Columna invitadaSociedad

Ponciano

Luego de un largo y cansado viaje, Ponciano llegó a su casa, pero no fue recibido como siempre. Ni modo -pensó-, será otra ocasión cuando los vea. Finalmente, cada primero de noviembre tendrá la oportunidad de regresar mientras exista alguien que lo mantenga vivo en su memoria


🖋 Raúl Alburquerque Fragoso

Cuando Ponciano llegó a su casa, luego del largo y cansado viaje, no pudo ocultar su desilusión. Nadie salió a recibirlo y al entrar en la pequeña estancia se dio cuenta de que, por el desorden y el polvo, tenía días que no hacían pie por esos lugares.

Los muebles se encontraban sucios y maltratados y las ollas de barro que permanecían sobre la estufa no tenían en su interior nada comestible que pudiera paliar el hambre que sentía después de su largo viaje.

La mesa donde siempre le dejaban la comida que le gustaba se encontraba vacía y las flores con las que adornaban por esas fechas no se veían por ningún rincón de las habitaciones.

Comprendió que tenía ya mucho tiempo que los había dejado, pero este año era el primero en el cual no fue recibido tal y como siempre lo hacía su perro: lleno de gusto y en medio de un ambiente de fiesta.

Pero entendió también que así es la vida. Con el paso de los años el cariño se va perdiendo en medio de los problemas propios de cada uno de los miembros de la familia y poco a poco los recuerdos y los buenos momentos van quedando en el olvido.

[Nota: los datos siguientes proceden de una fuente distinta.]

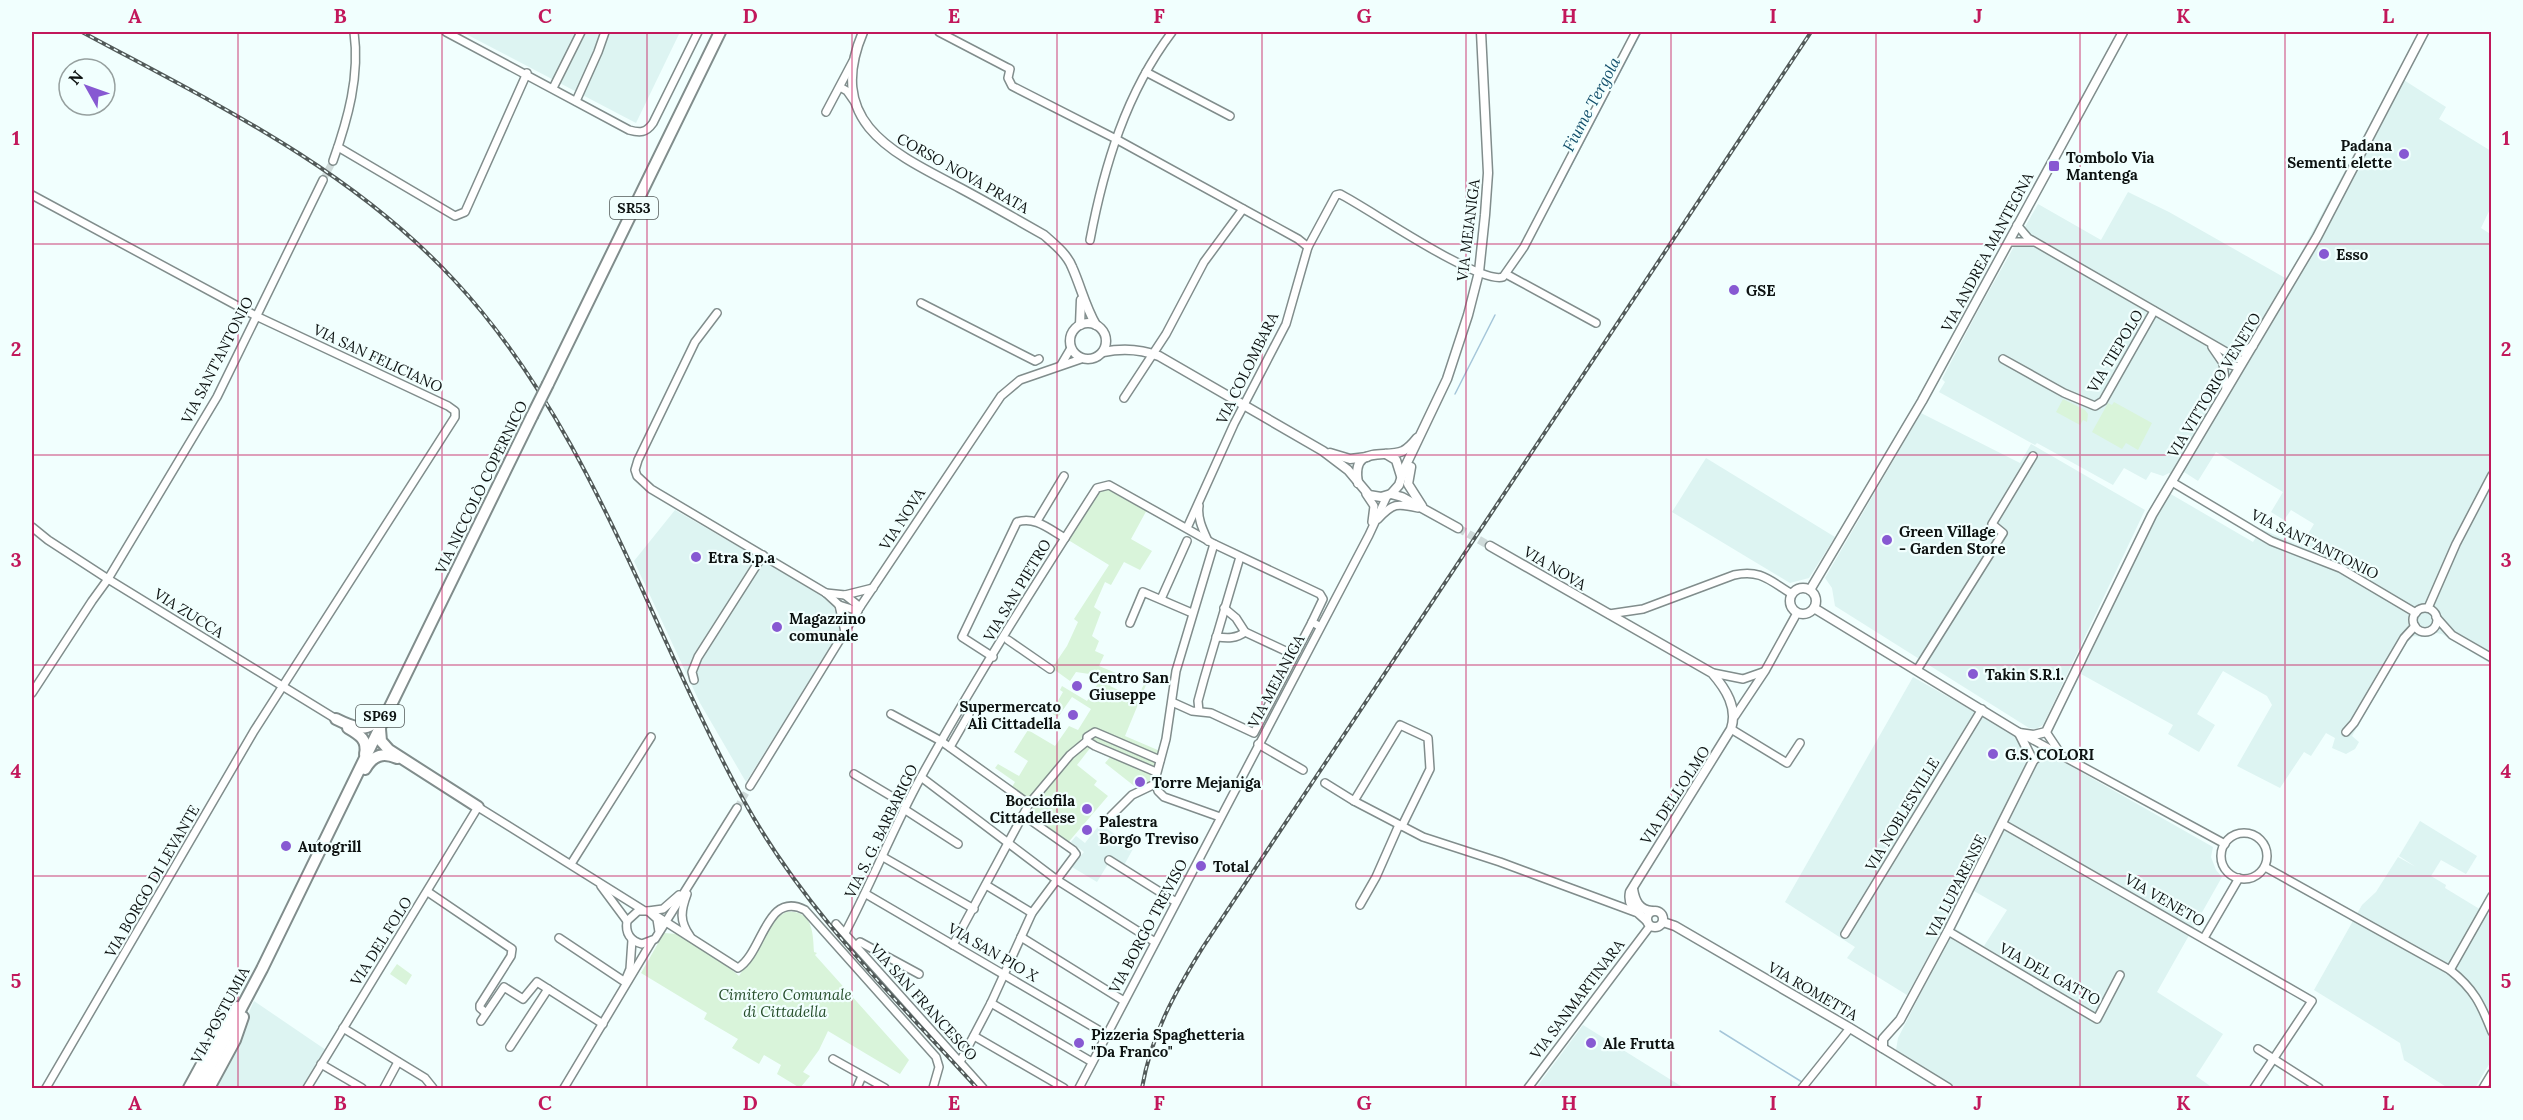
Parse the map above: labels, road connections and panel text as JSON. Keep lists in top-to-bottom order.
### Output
{
  "streets": {
    "highway": [
      "SR53",
      "VIA NICCOLÒ COPERNICO",
      "SP69",
      "VIA POSTUMIA"
    ],
    "main road": [
      "CORSO NOVA PRATA",
      "VIA MEJANIGA",
      "VIA ANDREA MANTEGNA",
      "VIA VITTORIO VENETO",
      "VIA NOVA",
      "VIA DELL'OLMO",
      "VIA LUPARENSE",
      "VIA ROMETTA"
    ],
    "street": [
      "VIA TIEPOLO",
      "VIA SAN FELICIANO",
      "VIA SANT'ANTONIO",
      "VIA COLOMBARA",
      "VIA SAN PIETRO",
      "VIA ZUCCA",
      "VIA NOBLESVILLE",
      "VIA S. G. BARBARIGO",
      "VIA BORGO DI LEVANTE",
      "VIA VENETO",
      "VIA BORGO TREVISO",
      "VIA DEL FOLO",
      "VIA SAN PIO X",
      "VIA DEL GATTO",
      "VIA SANMARTINARA",
      "VIA SAN FRANCESCO"
    ]
  },
  "crossings": [
    ["CORSO NOVA PRATA", "VIA NOVA"],
    ["VIA MEJANIGA", "VIA COLOMBARA"],
    ["VIA MEJANIGA", "VIA NOVA"],
    ["VIA MEJANIGA", "VIA BORGO TREVISO"],
    ["VIA ANDREA MANTEGNA", "VIA TIEPOLO"],
    ["VIA ANDREA MANTEGNA", "VIA DELL'OLMO"],
    ["VIA TIEPOLO", "VIA VITTORIO VENETO"],
    ["VIA SAN FELICIANO", "VIA SANT'ANTONIO"],
    ["VIA SAN FELICIANO", "VIA ZUCCA"],
    ["VIA SAN FELICIANO", "VIA BORGO DI LEVANTE"],
    ["VIA SANT'ANTONIO", "VIA VITTORIO VENETO"],
    ["VIA SANT'ANTONIO", "VIA ZUCCA"],
    ["VIA COLOMBARA", "VIA NOVA"],
    ["VIA COLOMBARA", "VIA SAN PIETRO"],
    ["VIA NICCOLÒ COPERNICO", "SP69"],
    ["VIA NICCOLÒ COPERNICO", "VIA POSTUMIA"],
    ["VIA SAN PIETRO", "VIA S. G. BARBARIGO"],
    ["VIA ZUCCA", "SP69"],
    ["VIA ZUCCA", "VIA BORGO DI LEVANTE"],
    ["SP69", "VIA DEL FOLO"],
    ["VIA DELL'OLMO", "VIA ROMETTA"],
    ["VIA S. G. BARBARIGO", "VIA SAN PIO X"],
    ["VIA S. G. BARBARIGO", "VIA SAN FRANCESCO"],
    ["VIA LUPARENSE", "VIA VENETO"],
    ["VIA LUPARENSE", "VIA DEL GATTO"],
    ["VIA LUPARENSE", "VIA ROMETTA"],
    ["VIA BORGO TREVISO", "VIA SAN PIO X"],
    ["VIA ROMETTA", "VIA SANMARTINARA"]
  ],
  "water": ["Fiume Tergola"],
  "parks": ["Cimitero Comunale di Cittadella"],
  "places": {
    "other": [
      "Padana Sementi elette",
      "Esso",
      "GSE",
      "Green Village - Garden Store",
      "Etra S.p.a",
      "Magazzino comunale",
      "Takin S.R.l.",
      "Centro San Giuseppe",
      "Supermercato Alì Cittadella",
      "G.S. COLORI",
      "Torre Mejaniga",
      "Bocciofila Cittadellese",
      "Palestra Borgo Treviso",
      "Autogrill",
      "Total",
      "Pizzeria Spaghetteria \"Da Franco\"",
      "Ale Frutta"
    ],
    "transit": ["Tombolo Via Mantenga"]
  },
  "north": "top left",
  "grid": {
    "columns": [
      "A",
      "B",
      "C",
      "D",
      "E",
      "F",
      "G",
      "H",
      "I",
      "J",
      "K",
      "L"
    ],
    "rows": [
      "1",
      "2",
      "3",
      "4",
      "5"
    ]
  }
}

Se sentó en una silla polvorienta y coja, cada una de sus patas estaba próxima a romperse y por un momento dudó en hacerlo; sin embargo, pudo soportar su escasísimo peso para hacerle más placentera la espera.

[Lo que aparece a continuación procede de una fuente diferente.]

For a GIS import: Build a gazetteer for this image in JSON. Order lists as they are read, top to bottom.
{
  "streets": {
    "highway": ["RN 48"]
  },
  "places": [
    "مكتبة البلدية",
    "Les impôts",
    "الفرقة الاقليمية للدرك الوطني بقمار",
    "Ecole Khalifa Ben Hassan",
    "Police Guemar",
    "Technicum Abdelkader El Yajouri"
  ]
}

Pasaron las horas y nadie regresó, llegó la obscuridad de la noche y desilusionado decidió salir a buscar algún lugar donde encontrar un mendrugo de pan y un trago de pulque para saciar su hambre de manera momentánea.

Entonces escuchó y miró las luces de cohetones que se elevaban rumbo al cielo, avanzó hacia donde parecía que venían los ruidos y encontró un camino revestido de flores. Poco a poco la oscuridad empezó a ceder ante el resplandor de decena de velas que iluminaban la ruta.

Luego de andar algunos minutos, llegó por fin a una casa cuyo alto y vetusto portón permanecía abierto. Lo cruzó y continuó caminando hasta llegar a una habitación en donde se encontraba una mesa adornada y encima de ella una serie de manjares que inmediatamente, sin que nadie le hubiera invitado, comenzó a comer hasta sentirse satisfecho.

Luego, atisbó en las viejas y arrugadas fotografías que se encontraban junto a la comida. En una de ellas reconoció a su compadre Severino, aquel hombre con el cual durante su juventud disfrutó de los mejores momentos de su vida. Juntos habían asistido a infinidad de fiestas, ferias y parrandas; juntos habían conocido a sus mujeres y uno al otro habían apadrinado a sus primeros hijos. Sin embargo, al final cada uno había tomado su sendero y poco se volvieron a ver.

De pronto vio entrar a las mujeres en procesión, tomaron sus lugares e iniciaron algo que parecían rezos. Se levantó entonces de la silla en que se había acomodado y cruzando entre ellas, sin que nadie notara su presencia, abandonó la casa.

Caminó nuevamente hasta donde hacía 12 meses vivían su mujer e hijos; los esperó largas horas, hasta que llegó el momento en que ya no pudo aguardar.

De nueva cuenta el ruido de cohetones le señaló el tiempo de partir. Ni modo -pensó-, será otra ocasión cuando los vea. Finalmente, cada primero de noviembre tendrá la oportunidad de regresar mientras exista alguien que lo mantenga vivo en su memoria.